THE DATA

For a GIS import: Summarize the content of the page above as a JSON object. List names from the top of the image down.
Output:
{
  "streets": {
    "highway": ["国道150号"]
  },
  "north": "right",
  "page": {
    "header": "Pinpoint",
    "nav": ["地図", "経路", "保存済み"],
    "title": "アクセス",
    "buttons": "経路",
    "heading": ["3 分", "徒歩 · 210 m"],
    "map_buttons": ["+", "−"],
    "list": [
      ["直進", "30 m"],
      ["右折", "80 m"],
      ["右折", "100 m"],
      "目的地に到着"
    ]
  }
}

---

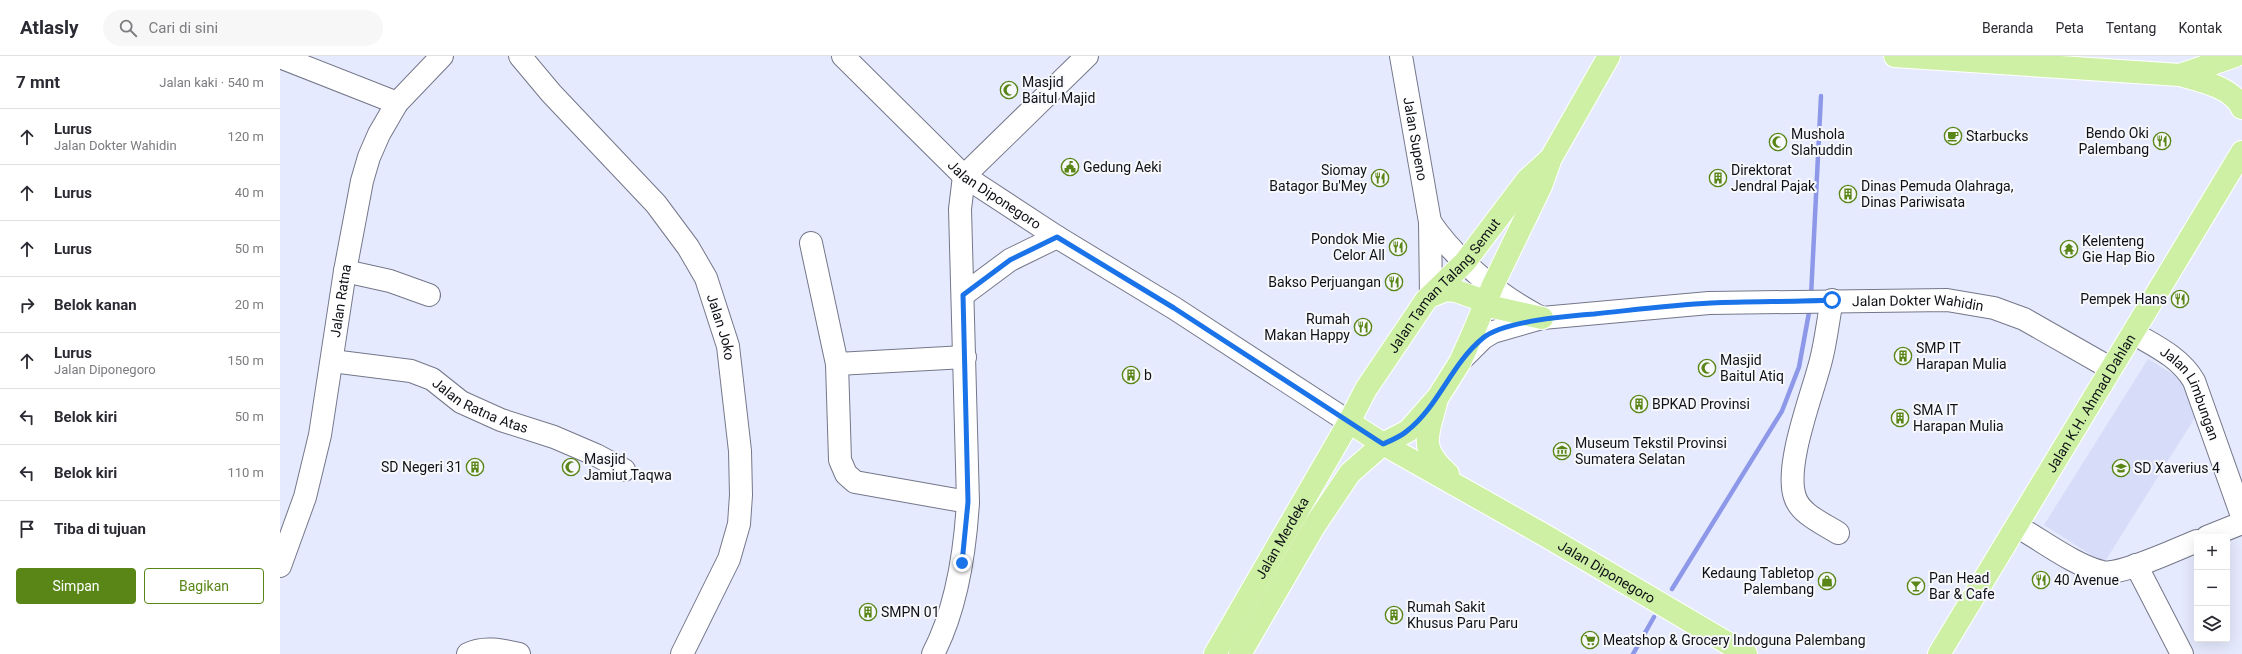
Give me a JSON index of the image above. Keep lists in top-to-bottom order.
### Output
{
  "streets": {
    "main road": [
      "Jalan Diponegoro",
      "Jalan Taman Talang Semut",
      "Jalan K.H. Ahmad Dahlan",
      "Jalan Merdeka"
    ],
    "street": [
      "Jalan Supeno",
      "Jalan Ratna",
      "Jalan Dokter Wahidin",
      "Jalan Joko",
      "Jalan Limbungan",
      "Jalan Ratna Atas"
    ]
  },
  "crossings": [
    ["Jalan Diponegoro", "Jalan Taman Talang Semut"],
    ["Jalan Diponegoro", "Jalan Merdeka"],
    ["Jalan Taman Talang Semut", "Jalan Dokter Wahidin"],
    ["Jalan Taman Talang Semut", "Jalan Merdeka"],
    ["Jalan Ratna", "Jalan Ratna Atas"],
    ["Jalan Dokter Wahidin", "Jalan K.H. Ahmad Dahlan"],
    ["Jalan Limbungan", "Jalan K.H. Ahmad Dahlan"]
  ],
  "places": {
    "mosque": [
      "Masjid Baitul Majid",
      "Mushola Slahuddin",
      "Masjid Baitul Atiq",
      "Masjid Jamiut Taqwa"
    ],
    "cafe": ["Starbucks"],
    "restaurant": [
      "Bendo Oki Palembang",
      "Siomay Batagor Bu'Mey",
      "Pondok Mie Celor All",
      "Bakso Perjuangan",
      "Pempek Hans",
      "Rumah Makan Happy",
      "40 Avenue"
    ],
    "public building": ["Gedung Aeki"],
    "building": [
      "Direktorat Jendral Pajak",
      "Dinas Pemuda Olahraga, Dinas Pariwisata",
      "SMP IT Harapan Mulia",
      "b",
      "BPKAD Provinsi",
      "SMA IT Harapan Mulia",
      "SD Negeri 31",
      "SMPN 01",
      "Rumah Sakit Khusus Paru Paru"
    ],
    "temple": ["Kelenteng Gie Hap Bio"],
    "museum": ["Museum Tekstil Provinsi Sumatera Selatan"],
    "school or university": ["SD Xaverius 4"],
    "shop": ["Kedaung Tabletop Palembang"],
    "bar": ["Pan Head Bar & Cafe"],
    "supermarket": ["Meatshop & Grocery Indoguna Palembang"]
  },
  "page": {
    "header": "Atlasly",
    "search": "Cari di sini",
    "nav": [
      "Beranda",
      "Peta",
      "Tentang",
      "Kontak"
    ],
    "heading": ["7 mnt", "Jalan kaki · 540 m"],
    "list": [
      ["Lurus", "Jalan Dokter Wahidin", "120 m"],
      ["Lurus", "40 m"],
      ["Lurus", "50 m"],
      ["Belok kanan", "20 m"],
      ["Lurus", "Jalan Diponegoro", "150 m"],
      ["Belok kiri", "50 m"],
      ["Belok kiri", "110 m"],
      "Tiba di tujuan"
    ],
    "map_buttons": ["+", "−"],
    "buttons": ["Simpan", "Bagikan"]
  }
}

BRIEF
In the records above, find each line that holds the word "image"; copy all such lines.

YOUR RESPONSE
For a GIS import: Summarize the content of the page above as a JSON object. List names from the top of the image down.
Give me a JSON index of the image above. Keep lists in top-to-bottom order.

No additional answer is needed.